Mayor Marty Walsh said Thursday the city is stepping up efforts to combat a rise in COVID-19 cases in the city’s Latino community by increasing outreach and testing in Boston’s Hispanic neighborhoods.
“We are seeing higher than average positive [test] rates in the Latino community,” Walsh said at his regular COVID press conference. “Latino residents make up 20% of the population here in the city of Boston but they are 28% of our cities overall COVID cases. And that inequity has grown during the course of the pandemic.”
Walsh said the Boston Resiliency Fund is providing $400,000 in grants to the Greater Boston Latino Network and other local nonprofits and health centers to boost outreach to Latinos.
“The best way to do this work is through grassroots organizations that have long-standing authentic relationships in the communities,” he said.

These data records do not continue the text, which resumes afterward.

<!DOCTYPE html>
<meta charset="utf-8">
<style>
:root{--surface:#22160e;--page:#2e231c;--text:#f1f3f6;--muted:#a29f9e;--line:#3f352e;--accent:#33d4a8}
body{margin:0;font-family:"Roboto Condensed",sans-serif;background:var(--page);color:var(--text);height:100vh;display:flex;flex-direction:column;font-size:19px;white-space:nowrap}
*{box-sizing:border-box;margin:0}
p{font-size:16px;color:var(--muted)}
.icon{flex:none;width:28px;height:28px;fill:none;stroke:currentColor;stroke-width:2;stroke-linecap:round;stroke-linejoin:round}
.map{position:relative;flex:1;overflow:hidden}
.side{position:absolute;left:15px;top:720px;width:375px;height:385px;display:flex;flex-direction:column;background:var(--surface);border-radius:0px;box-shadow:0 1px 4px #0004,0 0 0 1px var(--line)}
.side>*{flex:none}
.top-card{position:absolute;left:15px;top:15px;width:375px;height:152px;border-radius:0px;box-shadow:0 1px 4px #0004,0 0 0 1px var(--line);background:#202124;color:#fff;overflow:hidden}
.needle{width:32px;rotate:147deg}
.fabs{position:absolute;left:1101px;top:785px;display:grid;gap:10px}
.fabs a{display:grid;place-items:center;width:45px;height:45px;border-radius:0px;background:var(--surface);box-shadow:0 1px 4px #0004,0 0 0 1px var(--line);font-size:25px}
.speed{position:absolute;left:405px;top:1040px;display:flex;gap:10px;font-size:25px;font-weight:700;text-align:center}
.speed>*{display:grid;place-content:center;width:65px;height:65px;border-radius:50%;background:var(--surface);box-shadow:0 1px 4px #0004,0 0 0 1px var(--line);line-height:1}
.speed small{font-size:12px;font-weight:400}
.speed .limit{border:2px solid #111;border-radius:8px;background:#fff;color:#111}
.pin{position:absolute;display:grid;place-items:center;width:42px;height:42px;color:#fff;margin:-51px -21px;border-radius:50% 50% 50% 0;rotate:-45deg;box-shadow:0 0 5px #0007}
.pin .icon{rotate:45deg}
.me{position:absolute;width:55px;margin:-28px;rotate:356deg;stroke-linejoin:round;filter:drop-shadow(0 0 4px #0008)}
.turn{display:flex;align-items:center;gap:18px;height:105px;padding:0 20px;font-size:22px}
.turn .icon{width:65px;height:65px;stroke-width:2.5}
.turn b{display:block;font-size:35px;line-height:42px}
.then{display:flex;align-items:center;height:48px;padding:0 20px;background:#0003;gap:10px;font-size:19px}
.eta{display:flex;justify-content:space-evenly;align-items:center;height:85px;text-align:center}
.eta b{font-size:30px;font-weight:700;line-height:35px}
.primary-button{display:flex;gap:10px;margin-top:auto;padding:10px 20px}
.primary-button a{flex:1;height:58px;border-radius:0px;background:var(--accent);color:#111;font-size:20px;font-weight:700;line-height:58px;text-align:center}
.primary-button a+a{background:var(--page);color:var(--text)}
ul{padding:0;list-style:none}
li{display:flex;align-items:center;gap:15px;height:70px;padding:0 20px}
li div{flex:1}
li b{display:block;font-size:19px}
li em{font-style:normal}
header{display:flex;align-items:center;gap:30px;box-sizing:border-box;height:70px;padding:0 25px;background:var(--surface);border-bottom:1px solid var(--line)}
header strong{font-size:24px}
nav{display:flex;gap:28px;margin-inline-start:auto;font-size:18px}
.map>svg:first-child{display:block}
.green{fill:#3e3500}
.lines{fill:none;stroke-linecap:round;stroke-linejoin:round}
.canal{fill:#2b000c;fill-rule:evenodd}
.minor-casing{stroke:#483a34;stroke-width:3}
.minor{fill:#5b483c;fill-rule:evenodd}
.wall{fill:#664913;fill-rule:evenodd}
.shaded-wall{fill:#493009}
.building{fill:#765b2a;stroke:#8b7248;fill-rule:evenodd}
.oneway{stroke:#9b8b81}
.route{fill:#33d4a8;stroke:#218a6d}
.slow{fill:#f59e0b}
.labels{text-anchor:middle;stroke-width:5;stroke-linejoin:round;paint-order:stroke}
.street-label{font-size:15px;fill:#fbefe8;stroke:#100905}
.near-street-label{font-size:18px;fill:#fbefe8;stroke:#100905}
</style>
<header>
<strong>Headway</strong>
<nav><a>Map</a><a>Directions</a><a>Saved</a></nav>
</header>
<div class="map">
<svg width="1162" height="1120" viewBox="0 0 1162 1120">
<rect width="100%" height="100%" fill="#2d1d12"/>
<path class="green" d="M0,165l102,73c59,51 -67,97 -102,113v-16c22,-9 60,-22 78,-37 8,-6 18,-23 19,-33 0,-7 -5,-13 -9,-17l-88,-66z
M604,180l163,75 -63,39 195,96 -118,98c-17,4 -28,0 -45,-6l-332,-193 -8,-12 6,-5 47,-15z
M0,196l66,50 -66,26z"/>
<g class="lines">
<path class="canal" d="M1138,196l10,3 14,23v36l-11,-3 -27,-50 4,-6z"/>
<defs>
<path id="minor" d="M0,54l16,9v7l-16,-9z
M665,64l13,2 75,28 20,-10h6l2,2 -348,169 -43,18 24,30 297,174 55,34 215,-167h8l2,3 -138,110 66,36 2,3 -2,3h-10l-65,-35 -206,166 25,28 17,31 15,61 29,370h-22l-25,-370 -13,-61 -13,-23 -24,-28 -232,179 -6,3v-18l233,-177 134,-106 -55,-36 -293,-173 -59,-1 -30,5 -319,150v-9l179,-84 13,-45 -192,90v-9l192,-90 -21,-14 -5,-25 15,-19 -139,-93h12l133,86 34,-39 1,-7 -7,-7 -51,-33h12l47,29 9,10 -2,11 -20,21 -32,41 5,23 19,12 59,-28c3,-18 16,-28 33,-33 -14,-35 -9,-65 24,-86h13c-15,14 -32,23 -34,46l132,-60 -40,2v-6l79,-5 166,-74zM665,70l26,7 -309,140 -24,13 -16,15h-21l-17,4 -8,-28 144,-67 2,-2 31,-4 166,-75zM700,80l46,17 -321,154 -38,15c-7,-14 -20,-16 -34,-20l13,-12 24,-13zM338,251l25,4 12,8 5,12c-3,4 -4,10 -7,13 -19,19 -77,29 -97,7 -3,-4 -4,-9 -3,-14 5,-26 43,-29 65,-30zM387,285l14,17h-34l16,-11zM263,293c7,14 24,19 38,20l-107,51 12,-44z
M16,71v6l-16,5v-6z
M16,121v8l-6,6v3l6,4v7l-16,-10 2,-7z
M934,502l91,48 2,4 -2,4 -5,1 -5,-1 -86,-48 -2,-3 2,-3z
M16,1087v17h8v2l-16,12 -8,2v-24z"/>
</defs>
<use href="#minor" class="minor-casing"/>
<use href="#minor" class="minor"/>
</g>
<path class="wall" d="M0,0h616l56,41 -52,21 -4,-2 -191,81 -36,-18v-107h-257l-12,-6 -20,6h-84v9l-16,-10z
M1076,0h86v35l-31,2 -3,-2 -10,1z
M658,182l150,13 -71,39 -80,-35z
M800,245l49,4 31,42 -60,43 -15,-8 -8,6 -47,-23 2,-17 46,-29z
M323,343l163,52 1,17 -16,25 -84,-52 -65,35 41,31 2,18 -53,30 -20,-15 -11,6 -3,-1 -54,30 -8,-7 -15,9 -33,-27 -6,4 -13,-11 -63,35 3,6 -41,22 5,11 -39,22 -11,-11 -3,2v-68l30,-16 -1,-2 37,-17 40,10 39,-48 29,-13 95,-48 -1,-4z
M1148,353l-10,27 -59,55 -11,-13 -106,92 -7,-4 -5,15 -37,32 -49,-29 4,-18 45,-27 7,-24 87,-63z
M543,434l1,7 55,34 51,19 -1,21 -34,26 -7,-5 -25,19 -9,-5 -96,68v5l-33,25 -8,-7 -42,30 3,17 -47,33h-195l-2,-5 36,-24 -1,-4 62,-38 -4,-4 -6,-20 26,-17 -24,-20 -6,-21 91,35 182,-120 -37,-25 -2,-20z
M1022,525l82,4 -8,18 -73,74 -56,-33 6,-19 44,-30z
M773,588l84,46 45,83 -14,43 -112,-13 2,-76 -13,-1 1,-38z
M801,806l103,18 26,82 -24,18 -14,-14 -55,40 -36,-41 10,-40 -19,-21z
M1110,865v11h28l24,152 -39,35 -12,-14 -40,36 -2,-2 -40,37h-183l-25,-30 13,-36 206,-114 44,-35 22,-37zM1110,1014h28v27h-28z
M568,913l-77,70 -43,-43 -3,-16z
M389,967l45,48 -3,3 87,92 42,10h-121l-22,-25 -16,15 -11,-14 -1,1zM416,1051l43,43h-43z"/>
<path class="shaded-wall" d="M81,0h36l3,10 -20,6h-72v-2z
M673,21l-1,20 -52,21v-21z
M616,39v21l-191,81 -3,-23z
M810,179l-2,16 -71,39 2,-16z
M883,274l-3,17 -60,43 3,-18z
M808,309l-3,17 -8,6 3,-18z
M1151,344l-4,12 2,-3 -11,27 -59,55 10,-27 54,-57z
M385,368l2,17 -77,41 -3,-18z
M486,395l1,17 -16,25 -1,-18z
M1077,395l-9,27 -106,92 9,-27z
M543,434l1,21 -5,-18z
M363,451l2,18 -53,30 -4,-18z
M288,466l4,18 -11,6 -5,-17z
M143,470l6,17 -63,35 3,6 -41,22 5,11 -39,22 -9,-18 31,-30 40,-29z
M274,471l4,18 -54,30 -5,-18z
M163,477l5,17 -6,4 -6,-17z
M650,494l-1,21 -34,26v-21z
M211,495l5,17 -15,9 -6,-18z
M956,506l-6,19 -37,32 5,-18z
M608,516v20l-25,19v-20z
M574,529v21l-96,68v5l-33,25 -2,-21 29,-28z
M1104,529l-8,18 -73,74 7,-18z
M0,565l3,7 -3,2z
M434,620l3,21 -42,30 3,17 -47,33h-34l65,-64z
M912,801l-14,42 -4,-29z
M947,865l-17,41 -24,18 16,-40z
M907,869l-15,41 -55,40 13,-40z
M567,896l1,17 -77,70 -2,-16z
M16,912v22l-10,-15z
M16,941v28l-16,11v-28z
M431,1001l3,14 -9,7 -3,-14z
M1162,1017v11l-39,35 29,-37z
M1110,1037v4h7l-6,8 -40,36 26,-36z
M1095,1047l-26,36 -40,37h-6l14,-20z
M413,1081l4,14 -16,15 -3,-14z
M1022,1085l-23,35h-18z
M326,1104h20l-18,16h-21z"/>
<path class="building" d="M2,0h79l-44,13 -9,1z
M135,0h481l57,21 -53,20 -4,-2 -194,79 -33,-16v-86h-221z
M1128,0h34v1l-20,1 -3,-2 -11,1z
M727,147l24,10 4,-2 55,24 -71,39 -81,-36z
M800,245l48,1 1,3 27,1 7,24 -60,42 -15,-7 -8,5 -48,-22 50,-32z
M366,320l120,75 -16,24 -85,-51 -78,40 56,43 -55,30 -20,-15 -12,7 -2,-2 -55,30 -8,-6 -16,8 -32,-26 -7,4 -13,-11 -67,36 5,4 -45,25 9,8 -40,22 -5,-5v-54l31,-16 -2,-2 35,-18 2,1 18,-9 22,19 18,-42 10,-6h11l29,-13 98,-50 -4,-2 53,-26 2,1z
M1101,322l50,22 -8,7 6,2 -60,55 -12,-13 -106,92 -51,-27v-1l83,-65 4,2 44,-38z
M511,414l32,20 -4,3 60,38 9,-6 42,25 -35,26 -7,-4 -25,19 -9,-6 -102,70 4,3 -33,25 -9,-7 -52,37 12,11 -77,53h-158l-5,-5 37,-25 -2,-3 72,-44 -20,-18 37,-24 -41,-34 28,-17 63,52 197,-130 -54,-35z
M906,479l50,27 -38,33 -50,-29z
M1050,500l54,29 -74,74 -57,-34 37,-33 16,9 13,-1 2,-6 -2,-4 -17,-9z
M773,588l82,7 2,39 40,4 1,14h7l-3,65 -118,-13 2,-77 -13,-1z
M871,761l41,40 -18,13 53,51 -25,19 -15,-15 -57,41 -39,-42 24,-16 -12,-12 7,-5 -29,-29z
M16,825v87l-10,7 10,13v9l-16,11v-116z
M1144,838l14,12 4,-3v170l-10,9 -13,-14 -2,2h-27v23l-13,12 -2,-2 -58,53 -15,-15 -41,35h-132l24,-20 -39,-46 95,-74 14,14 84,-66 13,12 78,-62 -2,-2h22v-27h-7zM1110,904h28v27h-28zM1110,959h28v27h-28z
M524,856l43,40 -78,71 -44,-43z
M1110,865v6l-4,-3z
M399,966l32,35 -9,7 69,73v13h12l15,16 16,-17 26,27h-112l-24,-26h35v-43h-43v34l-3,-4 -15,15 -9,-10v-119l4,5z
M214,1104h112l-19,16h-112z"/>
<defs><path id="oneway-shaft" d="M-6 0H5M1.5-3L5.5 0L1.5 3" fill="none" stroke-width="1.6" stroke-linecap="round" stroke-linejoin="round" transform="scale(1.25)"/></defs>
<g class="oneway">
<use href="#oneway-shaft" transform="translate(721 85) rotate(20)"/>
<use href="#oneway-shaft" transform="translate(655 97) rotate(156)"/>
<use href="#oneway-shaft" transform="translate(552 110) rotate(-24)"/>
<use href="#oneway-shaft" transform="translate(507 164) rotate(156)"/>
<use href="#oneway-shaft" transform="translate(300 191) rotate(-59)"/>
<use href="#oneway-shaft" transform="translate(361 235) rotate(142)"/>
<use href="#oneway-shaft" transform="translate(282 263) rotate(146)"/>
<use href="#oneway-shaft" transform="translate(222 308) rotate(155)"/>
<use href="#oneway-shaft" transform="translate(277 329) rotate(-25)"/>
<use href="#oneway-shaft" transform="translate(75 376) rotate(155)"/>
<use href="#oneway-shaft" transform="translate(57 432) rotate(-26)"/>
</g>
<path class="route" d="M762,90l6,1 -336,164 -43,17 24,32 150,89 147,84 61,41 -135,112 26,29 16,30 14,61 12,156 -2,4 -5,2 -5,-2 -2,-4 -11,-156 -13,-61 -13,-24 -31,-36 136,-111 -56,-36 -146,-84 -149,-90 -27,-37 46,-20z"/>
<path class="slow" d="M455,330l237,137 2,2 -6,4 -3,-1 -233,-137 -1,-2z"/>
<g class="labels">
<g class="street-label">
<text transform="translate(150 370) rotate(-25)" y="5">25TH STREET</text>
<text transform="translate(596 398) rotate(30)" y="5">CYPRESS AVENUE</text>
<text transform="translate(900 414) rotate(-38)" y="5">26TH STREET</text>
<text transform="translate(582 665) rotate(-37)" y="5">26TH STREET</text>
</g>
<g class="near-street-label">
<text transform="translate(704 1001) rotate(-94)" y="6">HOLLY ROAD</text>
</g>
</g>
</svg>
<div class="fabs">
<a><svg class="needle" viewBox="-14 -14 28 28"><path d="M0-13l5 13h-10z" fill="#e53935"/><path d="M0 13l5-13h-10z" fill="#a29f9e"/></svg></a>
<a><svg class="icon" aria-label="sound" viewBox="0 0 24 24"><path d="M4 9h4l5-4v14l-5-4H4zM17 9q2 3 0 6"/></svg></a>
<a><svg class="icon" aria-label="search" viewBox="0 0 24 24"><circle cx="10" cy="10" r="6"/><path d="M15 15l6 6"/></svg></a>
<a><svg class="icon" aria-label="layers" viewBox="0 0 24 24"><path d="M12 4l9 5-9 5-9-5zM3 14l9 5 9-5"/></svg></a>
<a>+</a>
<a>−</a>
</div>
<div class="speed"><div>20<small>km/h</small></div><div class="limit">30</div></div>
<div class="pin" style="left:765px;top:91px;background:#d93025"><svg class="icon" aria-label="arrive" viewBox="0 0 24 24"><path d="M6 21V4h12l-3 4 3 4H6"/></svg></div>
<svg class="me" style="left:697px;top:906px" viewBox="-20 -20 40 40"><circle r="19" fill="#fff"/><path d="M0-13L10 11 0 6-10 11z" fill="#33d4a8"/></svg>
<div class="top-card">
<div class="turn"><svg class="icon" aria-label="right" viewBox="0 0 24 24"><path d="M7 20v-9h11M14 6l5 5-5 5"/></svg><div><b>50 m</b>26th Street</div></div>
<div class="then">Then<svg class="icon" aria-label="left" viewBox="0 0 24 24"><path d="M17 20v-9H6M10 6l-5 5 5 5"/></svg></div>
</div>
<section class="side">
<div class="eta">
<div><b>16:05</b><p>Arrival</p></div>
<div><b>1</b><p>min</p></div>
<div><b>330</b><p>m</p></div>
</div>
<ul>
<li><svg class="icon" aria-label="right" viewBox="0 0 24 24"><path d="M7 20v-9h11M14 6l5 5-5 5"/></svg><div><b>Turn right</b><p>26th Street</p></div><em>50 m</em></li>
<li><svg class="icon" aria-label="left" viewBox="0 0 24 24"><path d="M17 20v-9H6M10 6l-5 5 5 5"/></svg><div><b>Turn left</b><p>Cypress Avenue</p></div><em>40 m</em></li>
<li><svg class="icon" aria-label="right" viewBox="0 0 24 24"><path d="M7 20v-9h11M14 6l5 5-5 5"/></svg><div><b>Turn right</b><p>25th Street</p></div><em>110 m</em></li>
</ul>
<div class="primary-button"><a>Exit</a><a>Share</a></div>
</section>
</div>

Walsh created the Resiliency Fund to gather charitable donations to support the city’s COVID response; it has so far collected over $30 million.
Rev. Sam Acevedo, a member of Walsh’s COVID-19 Health Inequities Task Force, said actual infection rates among Latinos may be higher than reported because some Latino families have experienced symptoms of COVID, but were afraid to get tested because they are not legal residents.
“Latino COVID-19 cases, unfortunately, are on the rise in Boston, and especially for the 21 to 39 age group,” Acevedo said.
Acevedo said the grant recipients will be distributing more masks in Latino neighborhoods and launching a bilingual public awareness campaign to promote mask wearing among the city's Spanish-speaking population.